Check each line below for the word "body". Then give only how many lines have it.

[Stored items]
☆ ☆ ☆

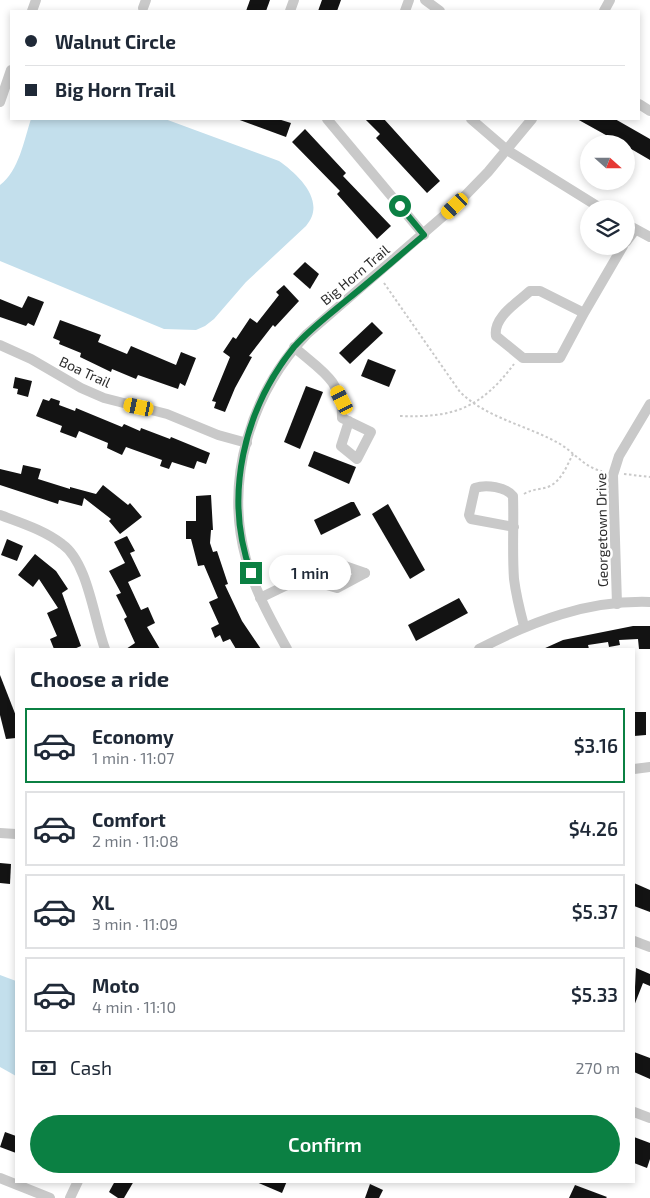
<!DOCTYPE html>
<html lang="en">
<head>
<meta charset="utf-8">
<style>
	:root { --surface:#fff; --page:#f2f2f3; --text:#1f2937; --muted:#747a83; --line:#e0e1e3; --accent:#0b8043 }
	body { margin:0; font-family:"Exo 2",sans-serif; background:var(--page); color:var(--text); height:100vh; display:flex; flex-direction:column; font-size:19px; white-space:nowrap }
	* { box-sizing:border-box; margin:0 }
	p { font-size:16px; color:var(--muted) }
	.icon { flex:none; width:28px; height:28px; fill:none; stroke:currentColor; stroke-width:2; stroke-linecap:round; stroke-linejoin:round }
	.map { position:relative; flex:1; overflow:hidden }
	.sheet { position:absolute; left:15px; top:648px; width:620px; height:535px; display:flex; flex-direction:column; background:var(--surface); border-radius:0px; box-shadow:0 2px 8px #0003 }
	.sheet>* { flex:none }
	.guide { position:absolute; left:10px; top:10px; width:630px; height:110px; border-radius:0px; box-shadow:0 2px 8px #0003; display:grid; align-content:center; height:110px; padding:0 15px; background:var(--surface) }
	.needle { width:32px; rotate:111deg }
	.tools { position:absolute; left:580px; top:135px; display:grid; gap:10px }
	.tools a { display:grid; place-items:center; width:55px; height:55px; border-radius:50%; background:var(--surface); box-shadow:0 2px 8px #0003; font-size:25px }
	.end { position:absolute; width:22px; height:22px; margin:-11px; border:6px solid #0b8043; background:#fff; box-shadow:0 0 0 2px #fff }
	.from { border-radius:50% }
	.bubble { position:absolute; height:35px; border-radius:18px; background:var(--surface); box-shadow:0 2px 8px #0003; font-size:16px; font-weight:600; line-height:35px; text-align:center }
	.car { position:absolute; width:15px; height:30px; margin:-15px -8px; border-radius:6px; box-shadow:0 0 4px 1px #0007; background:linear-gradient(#f5c518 24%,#345 0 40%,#f5c518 0 76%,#345 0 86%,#f5c518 0) }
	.guide b { display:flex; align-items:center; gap:18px; height:48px; font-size:19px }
	.guide b+b { border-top:1px solid var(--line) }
	.guide i { width:12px; height:12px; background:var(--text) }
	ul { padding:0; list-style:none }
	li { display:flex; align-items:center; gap:15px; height:75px; margin:0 10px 8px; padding:0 5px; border:2px solid var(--line); border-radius:0px }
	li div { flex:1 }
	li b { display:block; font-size:19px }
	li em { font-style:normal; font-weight:600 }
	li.active { border-color:var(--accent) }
	li>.icon { width:45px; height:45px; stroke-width:1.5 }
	h2 { padding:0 15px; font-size:22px; line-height:60px }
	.pay { display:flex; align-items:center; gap:12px; height:55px; padding:0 15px; font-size:19px }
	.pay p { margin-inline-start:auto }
	.button { display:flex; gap:10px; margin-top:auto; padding:10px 15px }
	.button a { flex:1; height:58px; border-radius:30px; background:var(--accent); color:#fff; font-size:20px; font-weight:600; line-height:58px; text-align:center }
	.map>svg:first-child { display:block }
	.water { fill:#c3dfec }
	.building { fill:#131313 }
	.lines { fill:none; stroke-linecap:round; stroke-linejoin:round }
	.path { stroke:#c9c9c9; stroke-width:2; stroke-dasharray:2.5 2.5; stroke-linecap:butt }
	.street { stroke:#c9c9c9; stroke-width:10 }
	.route { stroke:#0b8043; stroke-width:6 }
	.labels { text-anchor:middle; stroke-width:5; stroke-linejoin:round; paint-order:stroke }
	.street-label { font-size:14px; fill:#2c2c2c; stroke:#fff }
</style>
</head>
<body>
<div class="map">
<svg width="650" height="1198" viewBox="0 0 650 1198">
	<rect width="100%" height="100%" fill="#fff"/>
	<g class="water">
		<path d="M31 119H165L279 161C299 175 327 202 306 226L246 282 214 319 205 326 196 330 164 329 0 261V185C19 171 24 140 31 119Z"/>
		<polygon points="0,975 16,981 16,1076 0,1067"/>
	</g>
	<g class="building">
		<polygon points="250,0 270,0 266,11 246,11"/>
		<polygon points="322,0 341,0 337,11 318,11"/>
		<polygon points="237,119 278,119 291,123 286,137"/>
		<polygon points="365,119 384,119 440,181 427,193 376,138 380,134"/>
		<polygon points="577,119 615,119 650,139 650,160 626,146 626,144 622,144"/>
		<polygon points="305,129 346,173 343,176 391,226 377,239 337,194 340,191 292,142"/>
		<polygon points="305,262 319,274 310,289 293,274"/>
		<polygon points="284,285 299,301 275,327 273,325 249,356 252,357 235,388 225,412 214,408 216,402 212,401 230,357 223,352 233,337 236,339 250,318 257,323 279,295 276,292"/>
		<polygon points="28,296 44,302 34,326 28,323 26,326 0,317 0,299 22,308"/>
		<polygon points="60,320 101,335 98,342 127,354 131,346 176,365 181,352 196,358 185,386 180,383 178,389 138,375 136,379 112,369 111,372 80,357 81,353 59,344 60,341 53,338"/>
		<polygon points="372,322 383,333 350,364 339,353"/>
		<polygon points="368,359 396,370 389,387 361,376"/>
		<polygon points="15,377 32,381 28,397 17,394 18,389 13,388"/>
		<polygon points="306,386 323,392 300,449 284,442"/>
		<polygon points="51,398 60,401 59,405 75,411 76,408 122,427 124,424 140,431 141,428 170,439 171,437 210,453 206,464 197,461 194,469 172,462 169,469 160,466 162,460 126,447 122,455 107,448 108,443 79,431 76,438 60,432 62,426 36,416 43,399 49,401"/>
		<polygon points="314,451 356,467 349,484 308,466"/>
		<polygon points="23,465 41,469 38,479 70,489 70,487 96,494 103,485 128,505 130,503 142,517 120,534 109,521 111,519 84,498 82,506 59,500 58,504 0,485 0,469 21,474"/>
		<polygon points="211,495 213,530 211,530 210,543 213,552 217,551 228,584 225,585 242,621 261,649 236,649 230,639 223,642 220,635 215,638 211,628 219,624 209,602 218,598 204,565 198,566 191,539 186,539 186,521 196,521 196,496"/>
		<polygon points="351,502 354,502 361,515 321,535 314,520"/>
		<polygon points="388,504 425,570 410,579 372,514"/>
		<polygon points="127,536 135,551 130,553 141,576 128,582 141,610 148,607 155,623 147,627 160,649 126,649 135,643 124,619 127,617 116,595 121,593 109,571 125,563 114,542"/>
		<polygon points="7,539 23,546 17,561 1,555"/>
		<polygon points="35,554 56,571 68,589 62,593 81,646 74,649 54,649 50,639 57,636 47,613 58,608 39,579 33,587 18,575"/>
		<polygon points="459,598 468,613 416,641 408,625"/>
		<polygon points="633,626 650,626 650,649 639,649 638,639 619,640 620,645 609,647 608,642 588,645 589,649 543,649 563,640"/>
		<polygon points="0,675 16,716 16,738 6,739 0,715"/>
		<polygon points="634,712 646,712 646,735 634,736"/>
		<polygon points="0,863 11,864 10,884 0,883"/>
		<polygon points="634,883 650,890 650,912 634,906"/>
		<polygon points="636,968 650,974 650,986 643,983 634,1006"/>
		<polygon points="634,1052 650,1058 650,1079 634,1072"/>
		<polygon points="5,1132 16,1136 16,1153 0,1147"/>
		<polygon points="634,1137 650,1143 650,1159 647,1168 634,1163"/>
		<polygon points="115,1181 134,1181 124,1198 118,1198 109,1192"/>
		<polygon points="254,1181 287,1181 282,1193"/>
		<polygon points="370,1184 383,1190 379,1198 365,1198"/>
		<polygon points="575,1185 607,1197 606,1198 569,1198"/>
	</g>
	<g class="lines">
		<g class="path">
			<path d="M384 283 460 392C488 419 527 425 560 444 575 453 585 468 602 471"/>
			<path d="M400 416C454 418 481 408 514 364"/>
			<polyline points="624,474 650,477"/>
			<path d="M524 494C534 488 542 490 550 486 562 480 567 465 573 454"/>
		</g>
		<g class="street">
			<polyline points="425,0 440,11"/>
			<polyline points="143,8 146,0"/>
			<polyline points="32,11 36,0"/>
			<polyline points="290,11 294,0"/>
			<polyline points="405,11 409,0"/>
			<polyline points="604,11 610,0"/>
			<polyline points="0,102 11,70"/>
			<polyline points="639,104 650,111"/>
			<polyline points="327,119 424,235"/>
			<polyline points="471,119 507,150 602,209"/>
			<polyline points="626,224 650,237"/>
			<polyline points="626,242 635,230"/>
			<path d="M584 313 560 358H523L496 336C493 317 517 303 530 291H540L584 313 623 246"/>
			<polyline points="0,345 31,359 81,388 104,398 167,414 218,435 247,443"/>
			<path d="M294 347C320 370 343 380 342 418L371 432 357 459 341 446 349 421"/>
			<path d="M0 515C21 523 44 530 62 544 88 562 94 620 105 649"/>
			<path d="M514 527 471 519 469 515 475 488C486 484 506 487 513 496 514 524 512 552 514 579 516 595 520 611 524 626"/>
			<polyline points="303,578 337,588 365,573"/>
			<polyline points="260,598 289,584 339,564 365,573"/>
			<polyline points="617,604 613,475 619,456 650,404"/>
			<path d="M287 649C271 620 255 591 246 559 224 479 251 393 307 334L455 206 488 172 532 119"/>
			<path d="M479 649C533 621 588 600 650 602"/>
			<polyline points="634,769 650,767"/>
			<polyline points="0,833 16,834"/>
			<polyline points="634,941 650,947"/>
			<polyline points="634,1112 650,1118"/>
			<polyline points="0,1178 50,1198"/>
			<polyline points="70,1198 78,1181"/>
		</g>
	</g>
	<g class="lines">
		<path class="route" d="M251 573C223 496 244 409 294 347 310 329 330 314 348 299 374 278 399 256 424 235L400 206"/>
	</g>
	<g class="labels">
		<g class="street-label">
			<text transform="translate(355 275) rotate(-40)" y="5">Big Horn Trail</text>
			<text transform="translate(85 372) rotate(25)" y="5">Boa Trail</text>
			<text transform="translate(602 530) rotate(-91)" y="5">Georgetown Drive</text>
		</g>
	</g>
</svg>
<div class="tools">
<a><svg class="needle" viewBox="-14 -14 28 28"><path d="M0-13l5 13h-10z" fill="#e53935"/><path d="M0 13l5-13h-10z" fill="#747a83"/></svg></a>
<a><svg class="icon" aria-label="layers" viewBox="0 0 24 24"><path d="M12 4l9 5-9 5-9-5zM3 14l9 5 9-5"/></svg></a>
</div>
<i class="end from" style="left:400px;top:206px"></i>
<i class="end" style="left:251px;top:573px"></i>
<div class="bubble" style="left:269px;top:555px;width:82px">1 min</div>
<i class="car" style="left:455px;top:206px;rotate:227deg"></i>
<i class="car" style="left:342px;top:400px;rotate:333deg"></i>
<i class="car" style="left:139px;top:407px;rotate:282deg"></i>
<div class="guide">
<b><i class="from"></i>Walnut Circle</b>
<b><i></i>Big Horn Trail</b>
</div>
<section class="sheet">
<h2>Choose a ride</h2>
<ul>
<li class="active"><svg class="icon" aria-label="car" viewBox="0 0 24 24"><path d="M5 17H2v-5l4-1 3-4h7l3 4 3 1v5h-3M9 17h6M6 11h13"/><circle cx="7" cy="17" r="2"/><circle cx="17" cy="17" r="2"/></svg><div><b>Economy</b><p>1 min · 11:07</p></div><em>$3.16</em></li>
<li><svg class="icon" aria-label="car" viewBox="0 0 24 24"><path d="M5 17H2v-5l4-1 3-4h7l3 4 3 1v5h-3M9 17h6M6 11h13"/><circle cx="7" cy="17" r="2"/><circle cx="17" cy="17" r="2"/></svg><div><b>Comfort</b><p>2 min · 11:08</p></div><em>$4.26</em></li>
<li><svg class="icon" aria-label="car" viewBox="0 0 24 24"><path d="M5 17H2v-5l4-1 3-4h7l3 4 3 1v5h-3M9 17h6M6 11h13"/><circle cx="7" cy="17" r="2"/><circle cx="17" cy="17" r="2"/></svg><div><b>XL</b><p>3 min · 11:09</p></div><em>$5.37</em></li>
<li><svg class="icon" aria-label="car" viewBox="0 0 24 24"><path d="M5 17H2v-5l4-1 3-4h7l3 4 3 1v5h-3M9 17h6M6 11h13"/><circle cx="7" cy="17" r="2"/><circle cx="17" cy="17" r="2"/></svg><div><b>Moto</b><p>4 min · 11:10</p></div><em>$5.33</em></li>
</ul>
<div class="pay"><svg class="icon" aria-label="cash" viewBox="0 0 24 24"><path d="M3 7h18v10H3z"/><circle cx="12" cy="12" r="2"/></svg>Cash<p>270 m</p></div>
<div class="button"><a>Confirm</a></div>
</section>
</div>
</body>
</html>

☆ ☆ ☆

**RESULT**
3